How to Cover Pizza Dough: Lid, Plastic Wrap or Damp Cloth?

The wrong cover ruins fermentation. Here is the simple ranking — airtight lid first, plastic wrap second, damp cloth as emergency. Never a dry cloth.

5 min5/4/2026
Stack of airtight dough proofing containers next to a sheet of plastic wrap and a damp cloth on a dark stone counter

Quick Answer

What is the best way to cover pizza dough?

An airtight lidded container is best. It traps the dough's own humidity, keeps the surface glossy, and works for both room temperature and cold fermentation. Plastic wrap pressed directly onto the dough surface is a close second.

Why the Cover Matters

A pizza dough is half flour, half water. The moment you stop kneading, that water starts evaporating from the surface. Within 30 minutes an uncovered dough will form a dry, leathery skin — and that skin is the enemy of every pizza you want to bake.

The skin:

  • Tears during stretching instead of stretching with the rest of the dough
  • Stops the cornicione from puffing because dry surface = no oven spring
  • Creates pale, dead spots that refuse to brown
  • Adds dry flecks of crust into the crumb when you ball

So: cover your dough. Always. The only question is with what.

The Honest Ranking

1. Airtight lidded container — Best

A proper proofing box (or any food container with a true airtight seal) is the gold standard. It traps the dough's own humidity, keeps the surface glossy and supple, and stacks neatly in the fridge for cold ferments.

Use when: Always, if you have one. Bonus: Square dough boxes are easier to scoop balls out of than round bowls.

2. Plastic wrap (cling film) — Almost as good

Press it directly onto the dough surface, or stretch it tight across the bowl rim. Either works. The key is no air gap anywhere along the edge.

Use when: No airtight container available, or for shaped balls on a tray. Watch out for: A loose wrap is worse than nothing — air still circulates and the surface dries unevenly.

3. Damp cloth — Emergency only

A clean kitchen cloth, properly wrung out so it is damp and not wet, draped tightly over the bowl. The moisture in the cloth creates a humid microclimate that slows evaporation.

Use when: No lid, no wrap. Camping. Emergency. Critical: Re-wet the cloth every 2–3 hours at room temperature. In the fridge it dries out within an hour and becomes useless — actually worse than useless, because a dry cloth wicks moisture out of the dough.

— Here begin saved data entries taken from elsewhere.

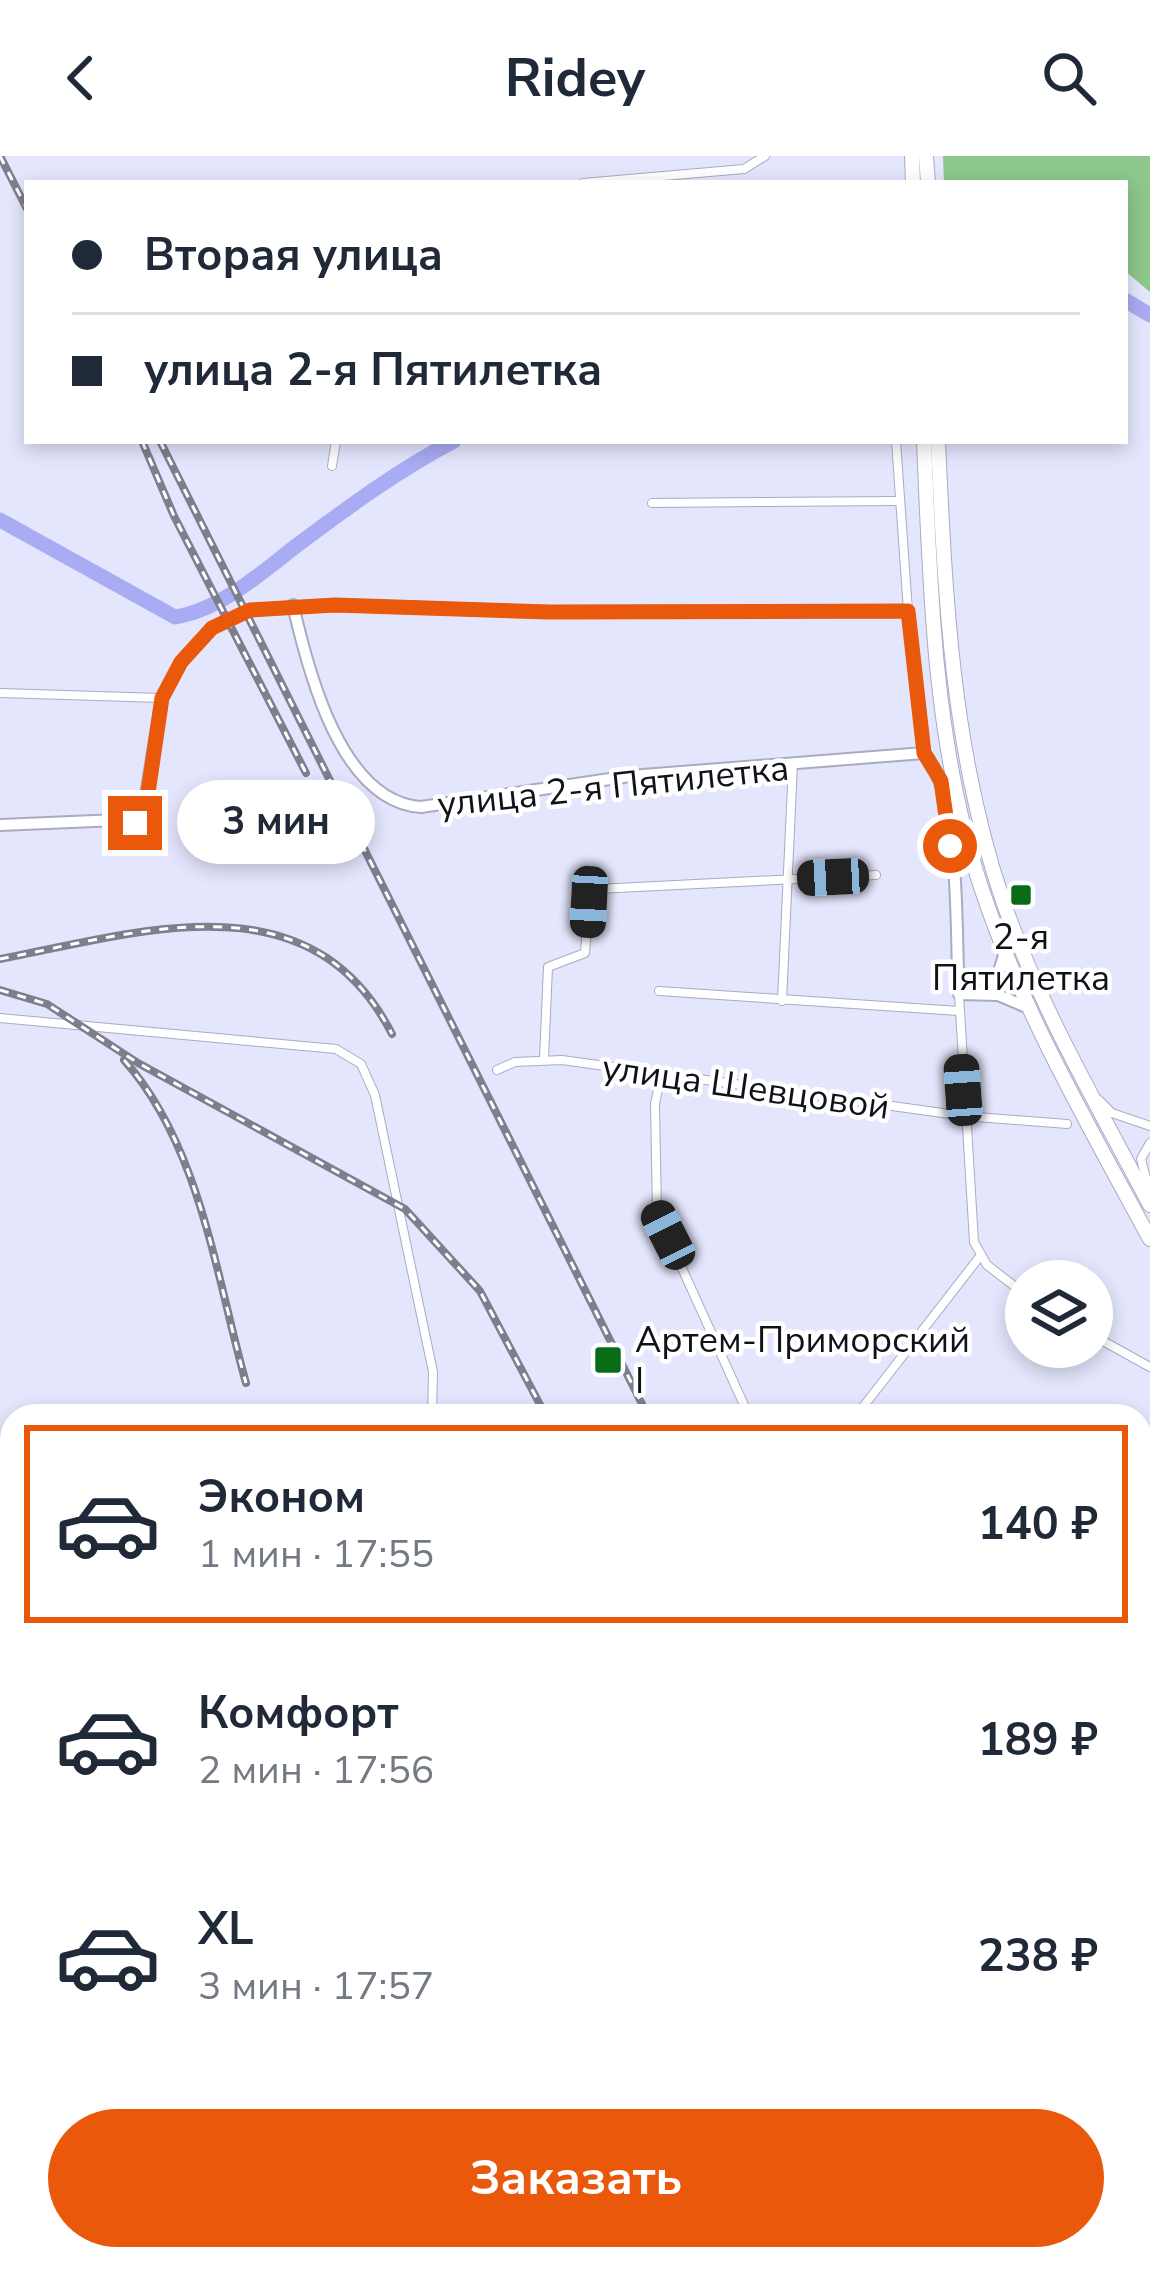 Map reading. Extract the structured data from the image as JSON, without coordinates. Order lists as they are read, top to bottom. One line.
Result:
{"streets":{"main road":["улица 2-я Пятилетка"],"street":["улица Шевцовой"]},"places":{"transit":["2-я Пятилетка","Артем-Приморский I"]},"page":{"header":"Ridey","banner":["Вторая улица","улица 2-я Пятилетка"],"bubble":"3 мин","list":[{"name":"Эконом","note":"1 мин · 17:55","value":"140 ₽"},{"name":"Комфорт","note":"2 мин · 17:56","value":"189 ₽"},{"name":"XL","note":"3 мин · 17:57","value":"238 ₽"}],"buttons":"Заказать"}} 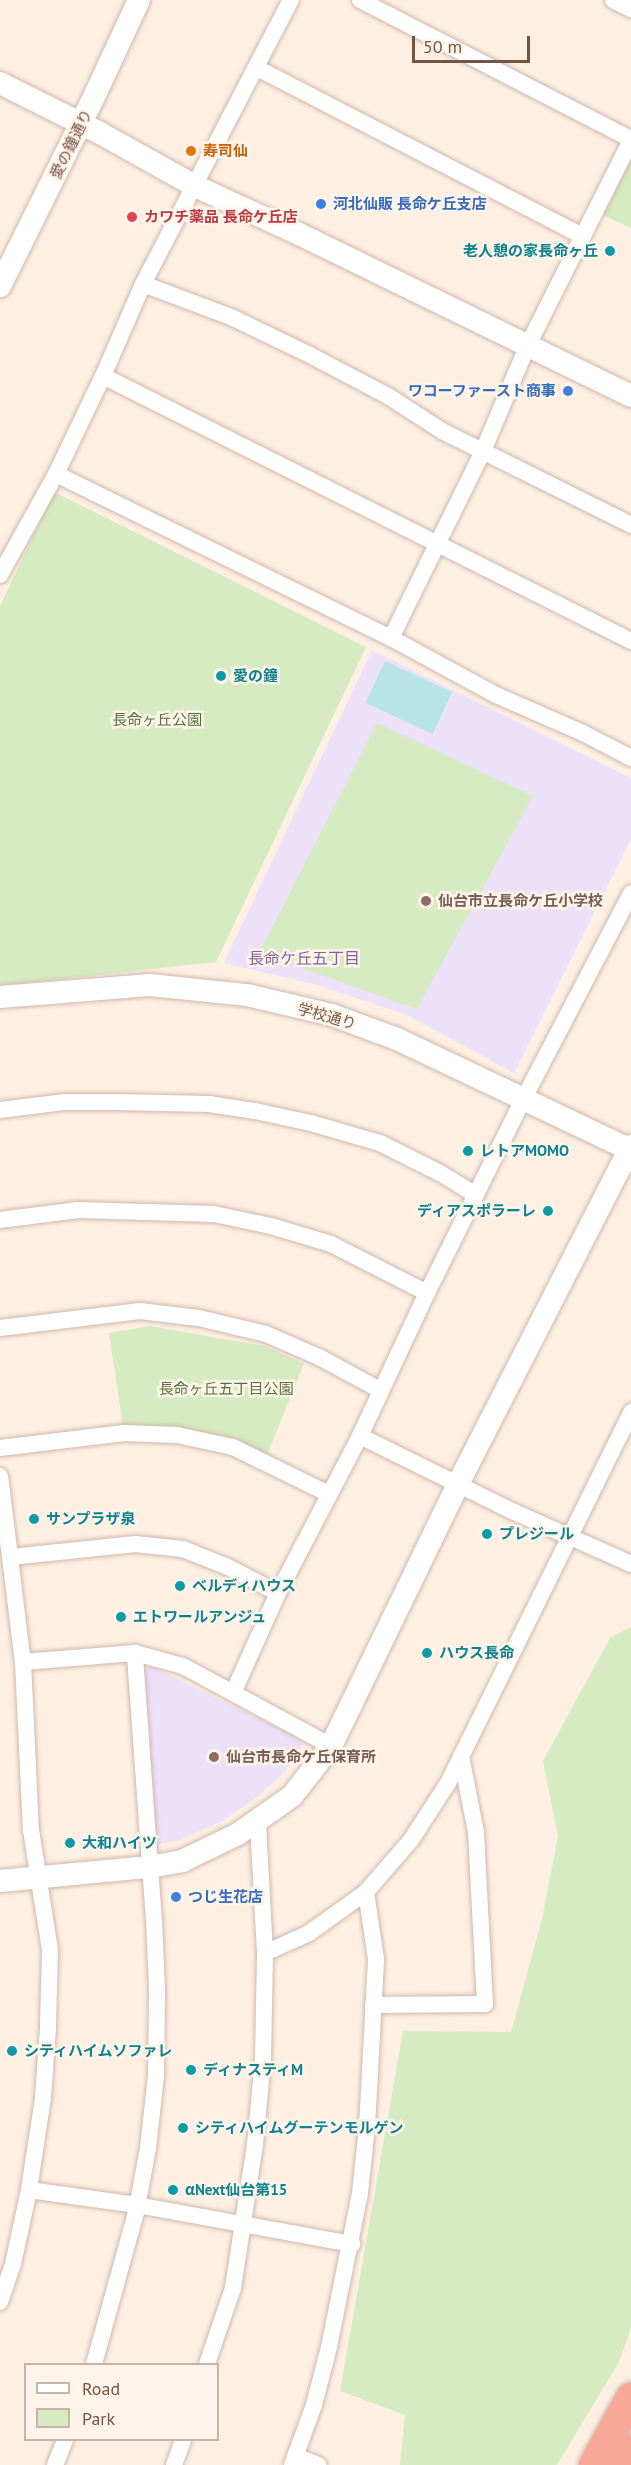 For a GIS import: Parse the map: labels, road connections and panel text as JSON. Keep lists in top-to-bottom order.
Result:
{
  "streets": {
    "street": ["愛の鐘通り", "学校通り"]
  },
  "districts": ["長命ケ丘五丁目"],
  "parks": ["長命ヶ丘公園", "長命ヶ丘五丁目公園"],
  "places": [
    "寿司仙",
    "河北仙販 長命ケ丘支店",
    "カワチ薬品 長命ケ丘店",
    "老人憩の家長命ヶ丘",
    "ワコーファースト商事",
    "愛の鐘",
    "仙台市立長命ケ丘小学校",
    "レトアMOMO",
    "ディアスポラーレ",
    "サンプラザ泉",
    "プレジール",
    "ベルディハウス",
    "エトワールアンジュ",
    "ハウス長命",
    "仙台市長命ケ丘保育所",
    "大和ハイツ",
    "つじ生花店",
    "シティハイムソファレ",
    "ディナスティM",
    "シティハイムグーテンモルゲン",
    "αNext仙台第15"
  ],
  "legend": ["Road", "Park"],
  "scale_bar": "50 m"
} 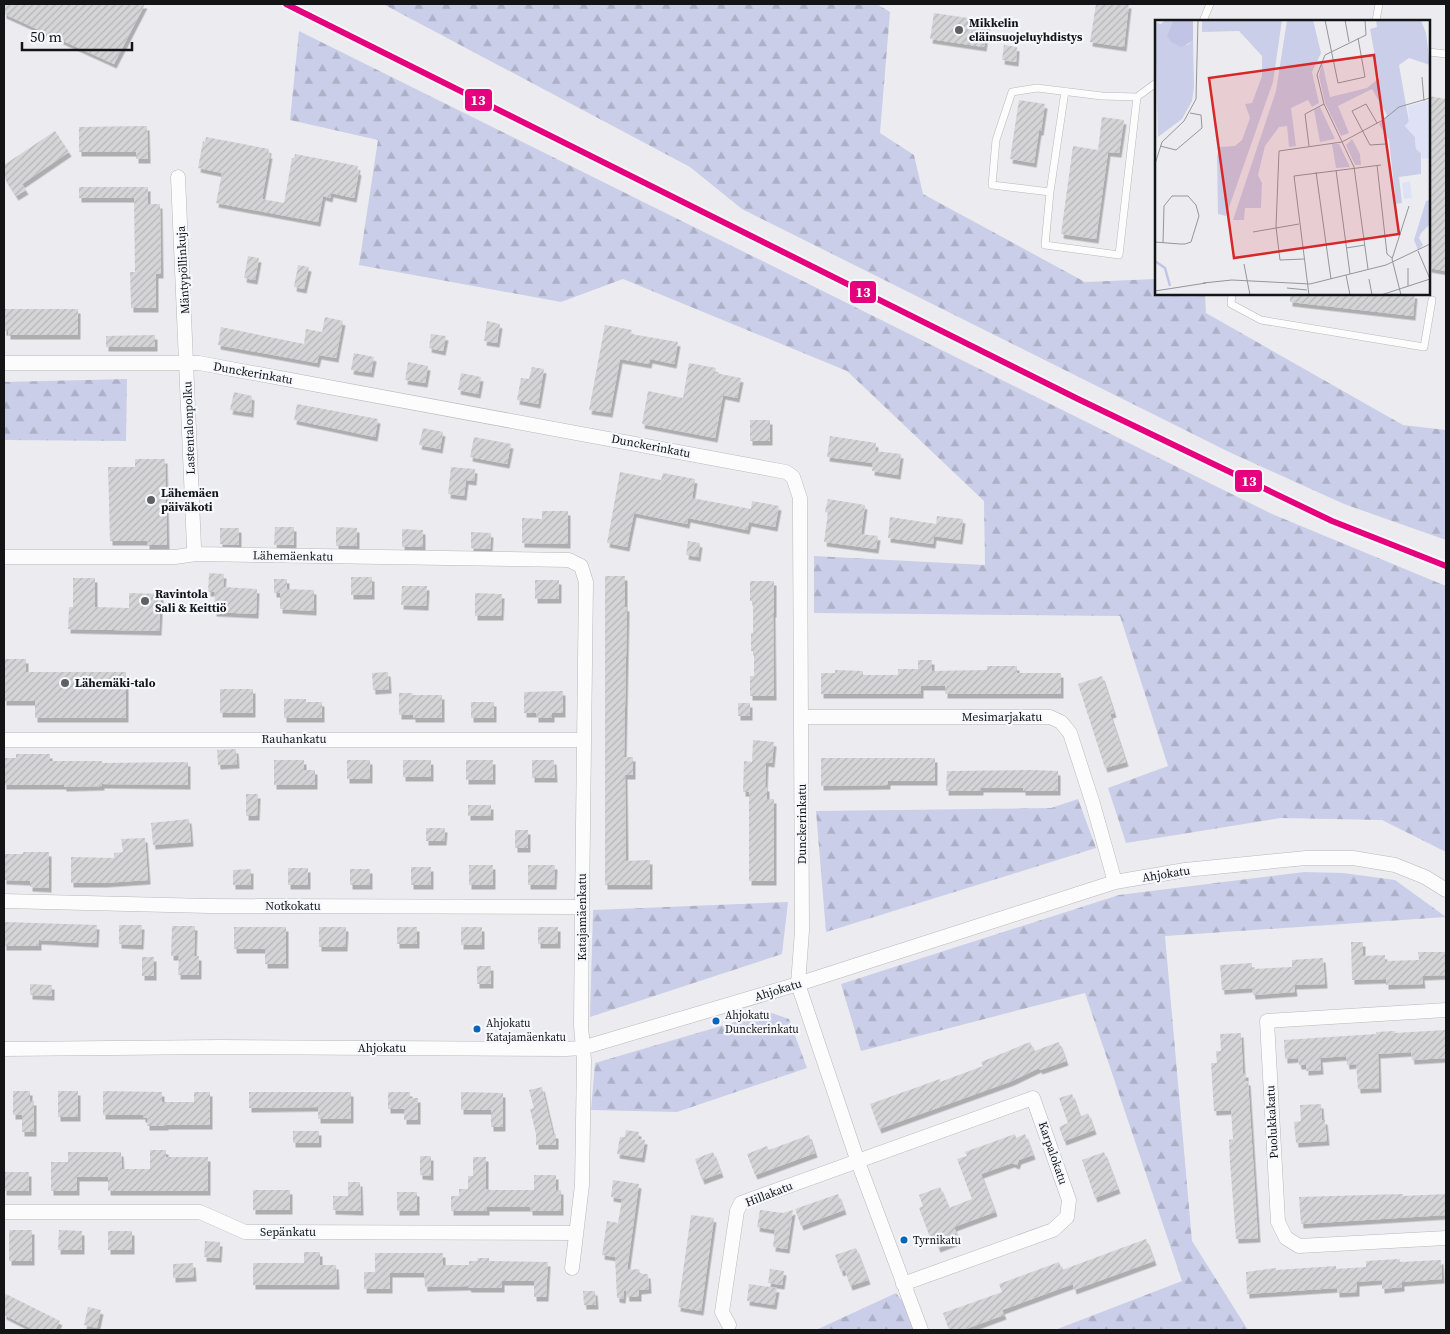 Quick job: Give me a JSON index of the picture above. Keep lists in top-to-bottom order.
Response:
{
  "streets": {
    "street": [
      "Mäntypöllinkuja",
      "Dunckerinkatu",
      "Lastentalonpolku",
      "Lähemäenkatu",
      "Mesimarjakatu",
      "Rauhankatu",
      "Ahjokatu",
      "Notkokatu",
      "Katajamäenkatu",
      "Puolukkakatu",
      "Karpalokatu",
      "Hillakatu",
      "Sepänkatu"
    ]
  },
  "crossings": [
    ["Mäntypöllinkuja", "Dunckerinkatu"],
    ["Mäntypöllinkuja", "Lastentalonpolku"],
    ["Dunckerinkatu", "Lastentalonpolku"],
    ["Dunckerinkatu", "Mesimarjakatu"],
    ["Dunckerinkatu", "Ahjokatu"],
    ["Lastentalonpolku", "Lähemäenkatu"],
    ["Lähemäenkatu", "Katajamäenkatu"],
    ["Mesimarjakatu", "Ahjokatu"],
    ["Rauhankatu", "Katajamäenkatu"],
    ["Ahjokatu", "Katajamäenkatu"],
    ["Notkokatu", "Katajamäenkatu"],
    ["Katajamäenkatu", "Sepänkatu"],
    ["Karpalokatu", "Hillakatu"]
  ],
  "places": [
    "Mikkelin eläinsuojeluyhdistys",
    "Lähemäen päiväkoti",
    "Ravintola Sali & Keittiö",
    "Lähemäki-talo",
    "Ahjokatu Dunckerinkatu",
    "Ahjokatu Katajamäenkatu",
    "Tyrnikatu"
  ],
  "lines": ["transit line 13"],
  "scale_bar": "50 m"
}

Never: Dry cloth, towel or napkin

A dry cloth is an active dehydrator. It pulls moisture out of the dough by capillary action. Within an hour you will have a leathery skin — exactly the failure mode you were trying to prevent. This includes "just a paper towel" and "just a tea towel for 10 minutes." Don't.

Edge Cases

Bulk fermentation in a large bowl

Lid > taut plastic wrap pressed onto the dough surface > damp cloth (re-wet often). For long ferments (12 h+), only lid or wrap.

Individual dough balls on a tray

Best: a second tray of the same size flipped on top, or a proofing box designed for balls. Plastic wrap works but tends to droop and stick to the balls — light dusting of flour on top helps.

Sourdough starter

Loose lid or cloth with rubber band — starters need a tiny bit of gas exchange. Fully airtight will pressurize and pop.

Long cold ferment (48–72 h)

Airtight container, no exceptions. Cold air is dry air, and the fridge's fan accelerates evaporation. A damp cloth in the fridge is a recipe for a leathery brick.

Quick Decision Tree

  • Do you have a proofing box with a real lid? Use it. Done.
  • No box, but cling film? Press it onto the surface. Done.
  • Neither? Damp (not wet) cloth, room temp only, re-wet every 2–3 hours.
  • Going in the fridge? Stop. Find something airtight before you start.

FAQ

What is the best way to cover pizza dough?

An airtight lidded container is best. It traps the dough's own humidity, keeps the surface glossy, and works for both room temperature and cold fermentation. Plastic wrap pressed directly onto the dough surface is a close second.

Can I use a damp cloth to cover pizza dough?

Yes, but only as an emergency at room temperature, and you must re-wet it every 2–3 hours. In the fridge a damp cloth dries within an hour and starts wicking moisture out of the dough — it actually makes the problem worse.

Why should I never use a dry cloth on pizza dough?

A dry cloth pulls moisture out of the dough by capillary action. Within an hour the surface forms a leathery skin that tears during stretching, stops the cornicione from puffing, and creates pale dead spots in the crust. This applies to towels, paper towels and napkins.

Should I cover sourdough pizza starter the same way?

No. A starter needs a tiny bit of gas exchange. Use a loose lid or a cloth secured with a rubber band — never fully airtight, or pressure will build and pop the lid off.

What happens if I don't cover my pizza dough?

Within 30 minutes the surface starts forming a dry skin. That skin tears during stretching, prevents oven spring, creates pale unbrowned spots, and ends up as dry flecks inside the crumb. Always cover, no exceptions.